Alors que le Moyen-Orient s’embrase à nouveau et que l’idée de la guerre, somme toute abstraite tant qu’on ne l’a pas vécue, me fait toujours autant horreur, je reprends la lecture de Quand j’étais soldate. Ce « roman autobiographique » aborde le vécu, de l’intérieur avec un regard extérieur, dans un pays de 10 millions d’habitants grand comme deux fois la Corse, hyper-militarisé, qui n’a encore jamais connu la paix et qui fait trembler le monde. Au-delà de tout penchant pro ou anti, je vous en propose quelques extraits qui m’aident à réfléchir sur l’actuelle banalisation grandissante de l’idée de guerre.
Benoit
Née à Nice en 1970, Valérie Zenatti a vécu son adolescence en Israël, dans le désert du Néguev. En 1988, elle y effectue son service militaire, pendant deux ans, comme tous les garçons et les filles de ce pays ; elle en tire un roman fortement inspiré de cette expérience particulière, Quand j’étais soldate (Ecole des Loisirs, 2002). De retour en France, elle étudie l’histoire, la langue et la littérature hébraïques. Elle a publié plusieurs livres destinés à la jeunesse dont Une bouteille dans la mer de Gaza (Ecole des Loisirs, 2005), traduit en une quinzaine de langues, plusieurs fois primé en France et à l’étranger, adapté au cinéma et au théâtre. Son roman, En retard pour la guerre (L’Olivier, 2006), la fait connaître auprès d’un plus large public. Il est suivi par Les Âmes sœurs (L’Olivier, 2010) et Mensonges (L’Olivier, 2011), un récit intimiste où elle évoque sa rencontre avec Aharon Appelfeld dont elle est la traductrice.
Quand j’étais soldate
Editions L’Ecole des Loisirs – 2002
Ce « roman autobiographique » est basé sur les notes prises au cours des 2 années de son service militaire obligatoire en Israël.

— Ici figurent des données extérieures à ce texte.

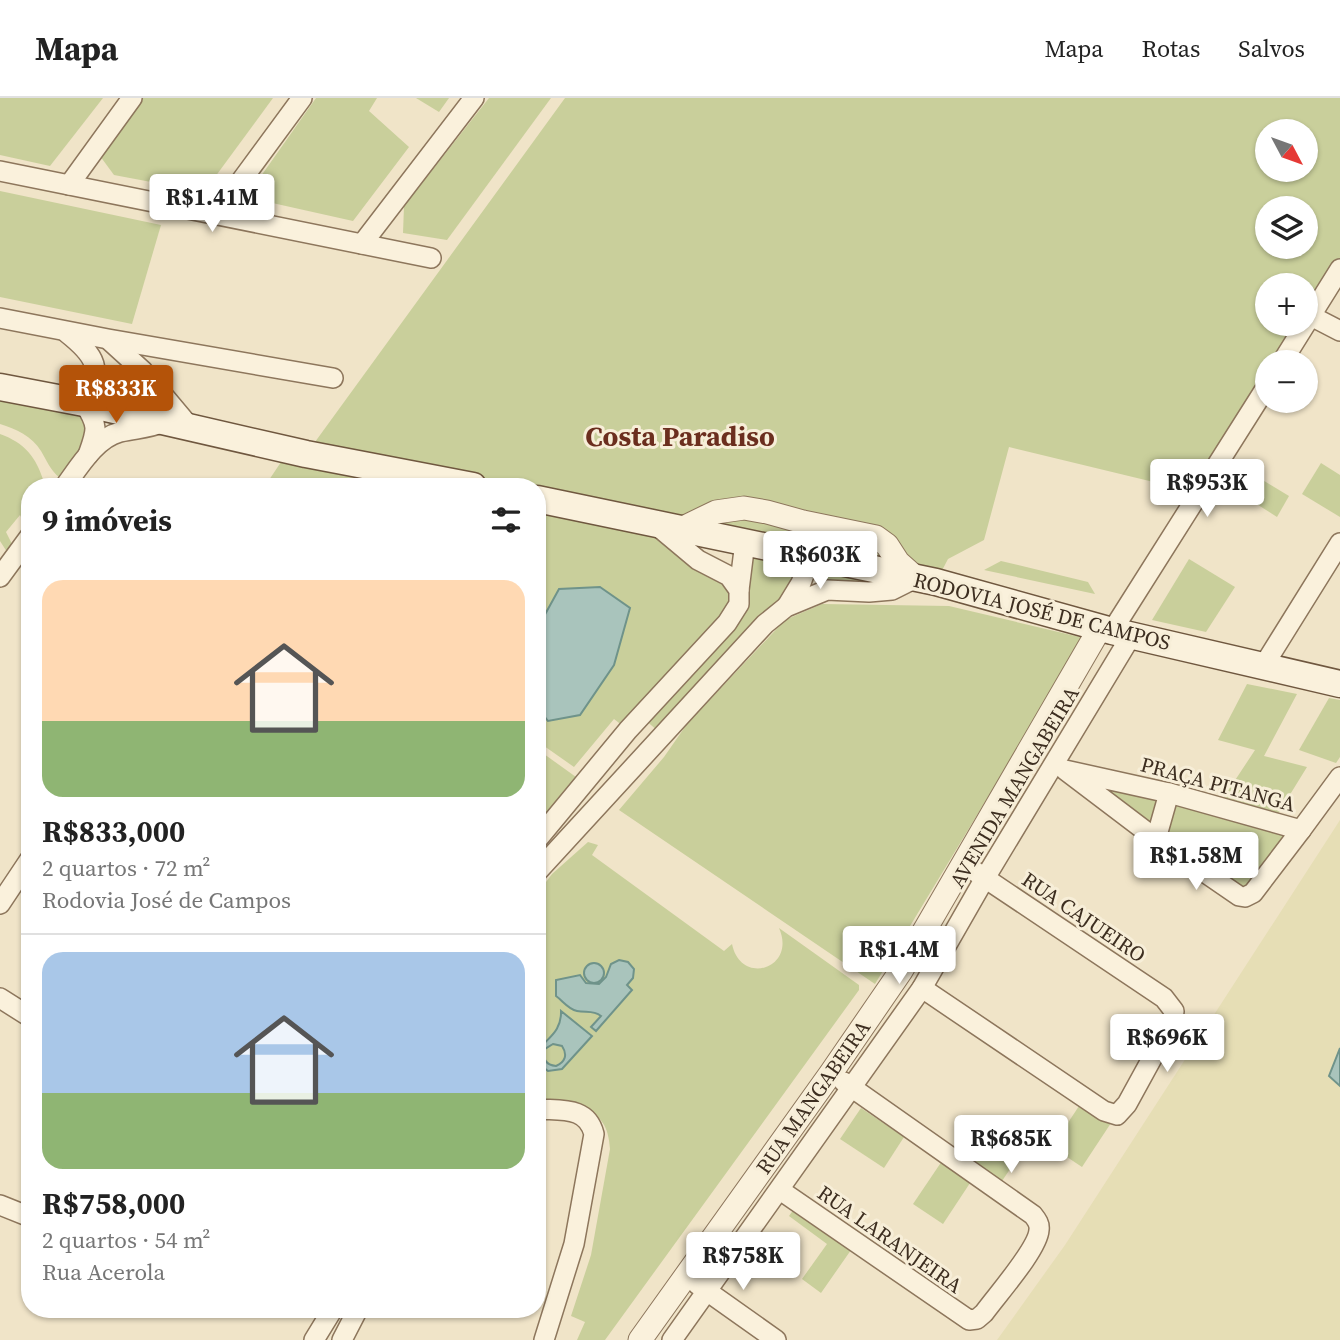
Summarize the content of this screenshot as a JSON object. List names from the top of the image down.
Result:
{
  "streets": {
    "main road": ["RODOVIA JOSÉ DE CAMPOS"],
    "street": [
      "PRAÇA PITANGA",
      "AVENIDA MANGABEIRA",
      "RUA CAJUEIRO",
      "RUA MANGABEIRA",
      "RUA LARANJEIRA"
    ]
  },
  "crossings": [
    ["RODOVIA JOSÉ DE CAMPOS", "AVENIDA MANGABEIRA"],
    ["RODOVIA JOSÉ DE CAMPOS", "RUA MANGABEIRA"],
    ["PRAÇA PITANGA", "AVENIDA MANGABEIRA"],
    ["AVENIDA MANGABEIRA", "RUA CAJUEIRO"],
    ["AVENIDA MANGABEIRA", "RUA MANGABEIRA"],
    ["AVENIDA MANGABEIRA", "RUA LARANJEIRA"],
    ["RUA CAJUEIRO", "RUA MANGABEIRA"]
  ],
  "districts": ["Costa Paradiso"],
  "north": "bottom right",
  "page": {
    "header": "Mapa",
    "nav": ["Mapa", "Rotas", "Salvos"],
    "map_buttons": ["+", "−"],
    "price": [
      "R$1.41M",
      "R$833K",
      "R$953K",
      "R$603K",
      "R$1.58M",
      "R$1.4M",
      "R$696K",
      "R$685K",
      "R$758K"
    ],
    "heading": "9 imóveis",
    "list": [
      {
        "name": "R$833,000",
        "note": "2 quartos · 72 m² · Rodovia José de Campos"
      },
      {
        "name": "R$758,000",
        "note": "2 quartos · 54 m² · Rua Acerola"
      }
    ]
  }
}
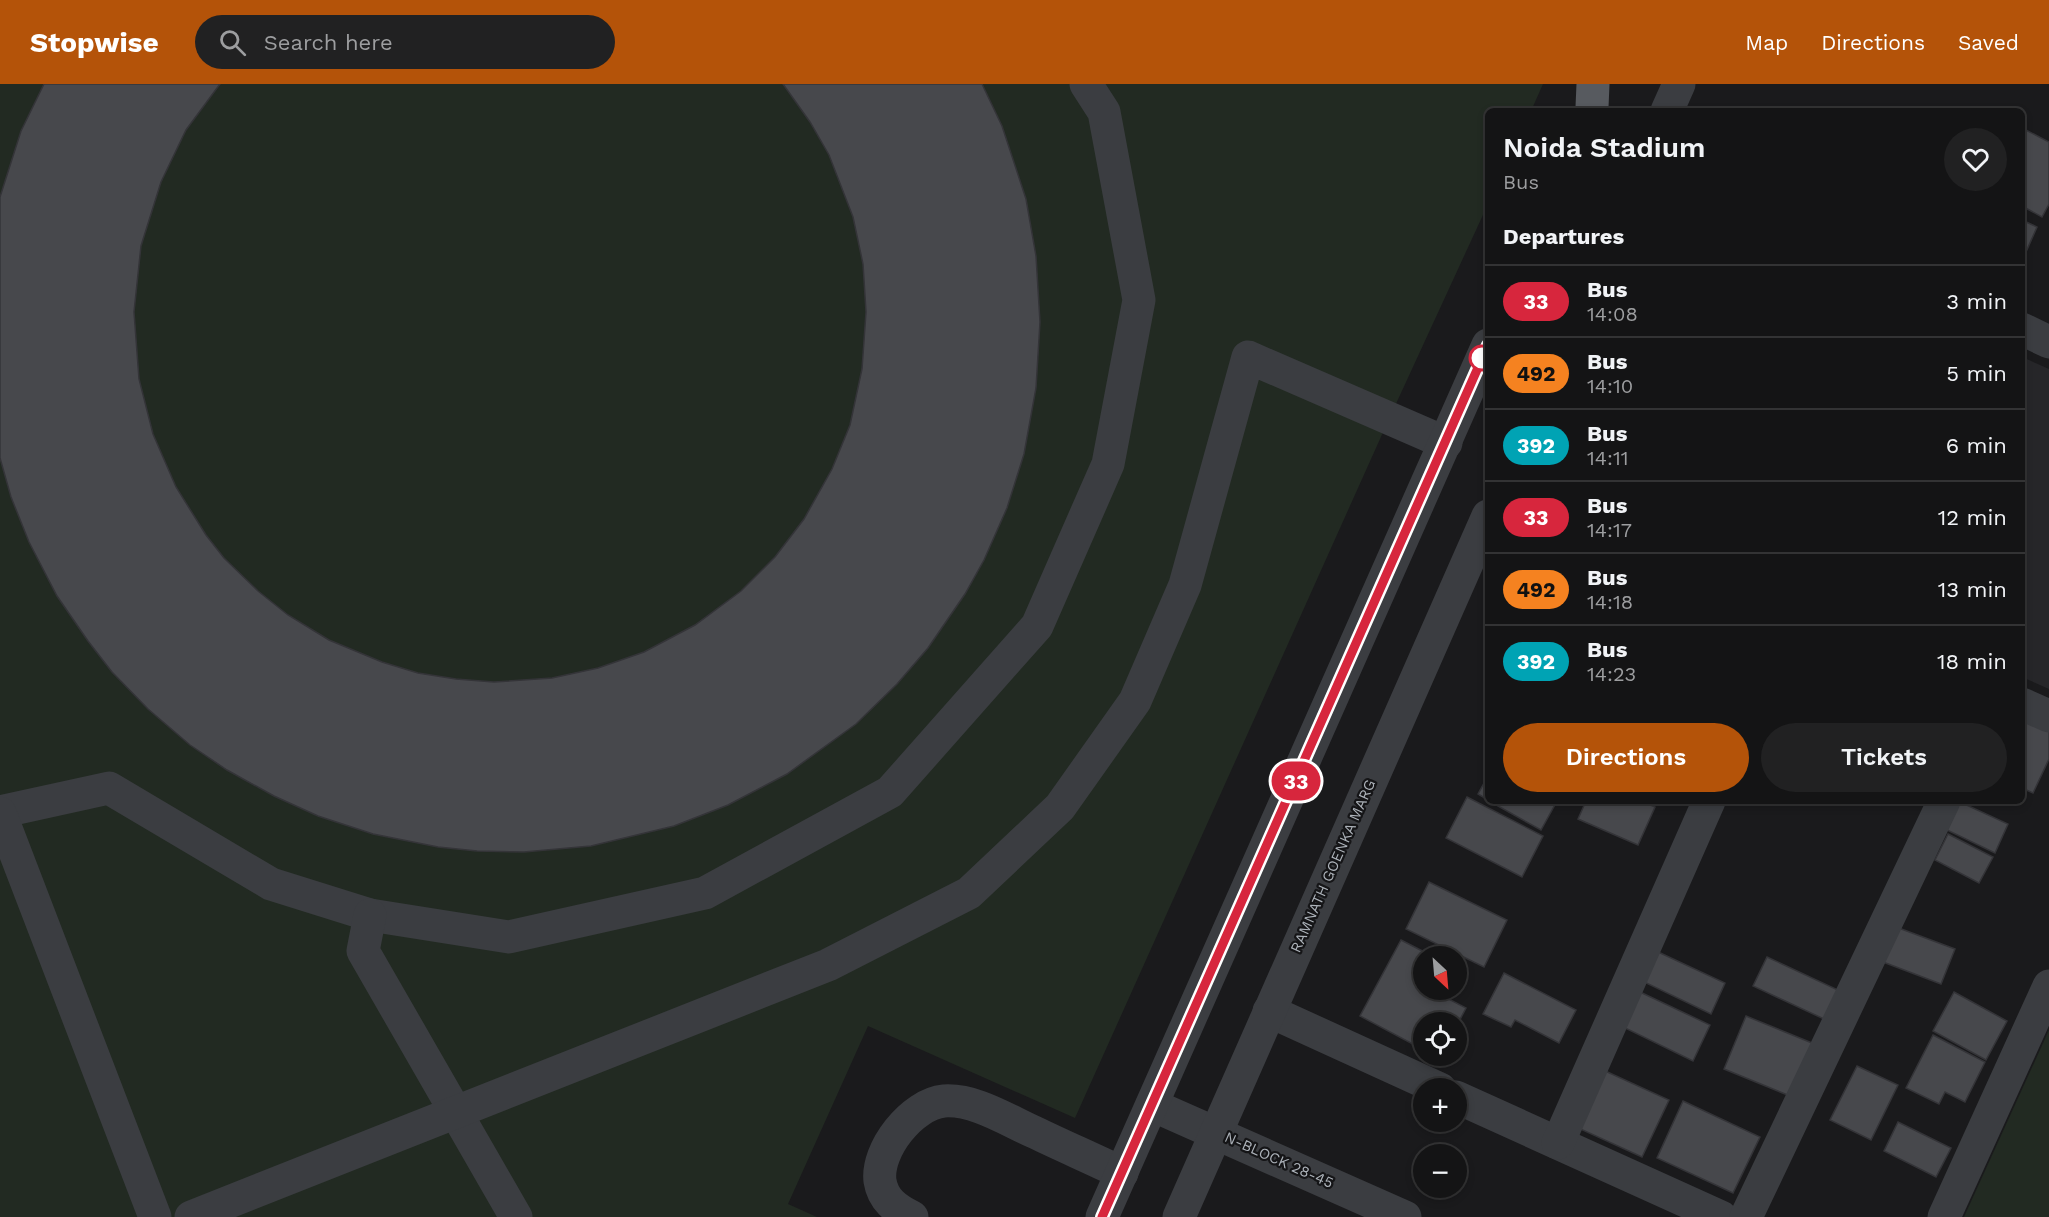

L’ouvrage a été couronné par le « Prix des collégiens de l’Aveyron » en 2003, le « Prix Ado-Lisant » (Belgique) en 2004 et le Prix du roman historique de la ville de Poitiers en 2003.
Matricule 3810159, Régiment 3, Compagnie D
Soldate. 19/09/88-18/09/90
Je suis née à Nice
Je suis née à Nice, en France, et c’est très exceptionnel. Remarquable, même. C’est ce qui fait pour tous la différence, et pour certains mon intérêt, voire mon charme. Il suffit que j’ouvre la bouche pour qu’on s’agglutine autour de moi. Ça facilite le contact, mais c’est souvent exaspérant, surtout lorsqu’il faut à tout prix « dire quelque chose en français. » Baudelaire, émouvant, fait chier, tristesse infinie, gouffre sans fond, camembert, éphémère, crotte de bique, n’importe quoi. Ce qui compte pour eux, c’est le son. Surtout les mots qui comportent des e, u, an, in, on, bœuf-pue-camp-savon, tous ces sons qui n’existent pas dans leur langue et qu’ils trouvent si charmants, si exotiques. C’est avec eux que j’ai appris qu’une langue était d’abord une musique, un assemblage de sons. Je leur dis donc n’importe quoi, parce que je ne sais que dire à des gens qui ne me comprennent pas, et eux sont ravis. Ça me désole parce que j’aime vraiment les mots : ils me fascinent, je les respecte, je cherche à percer leur mystère, à les utiliser à bon escient dans les deux langues. La maternelle, le français, et l’étrangère, l’hébreu.
L’armée, ici, fait partie de notre vie
J’ai deux meilleures amies russes, elles ont les yeux bleus et les cheveux châtains mais ne se ressemblent pas. Nous avons eu, avons, ou allons avoir dix-huit ans. Dans deux mois, nous transpirerons sur les épreuves du bac. […] Dans six mois, au plus tard, nous échangerons nos T-shirts et nos jeans contre une chemise et un pantalon kaki. L’armée pour toutes. Soldates. […]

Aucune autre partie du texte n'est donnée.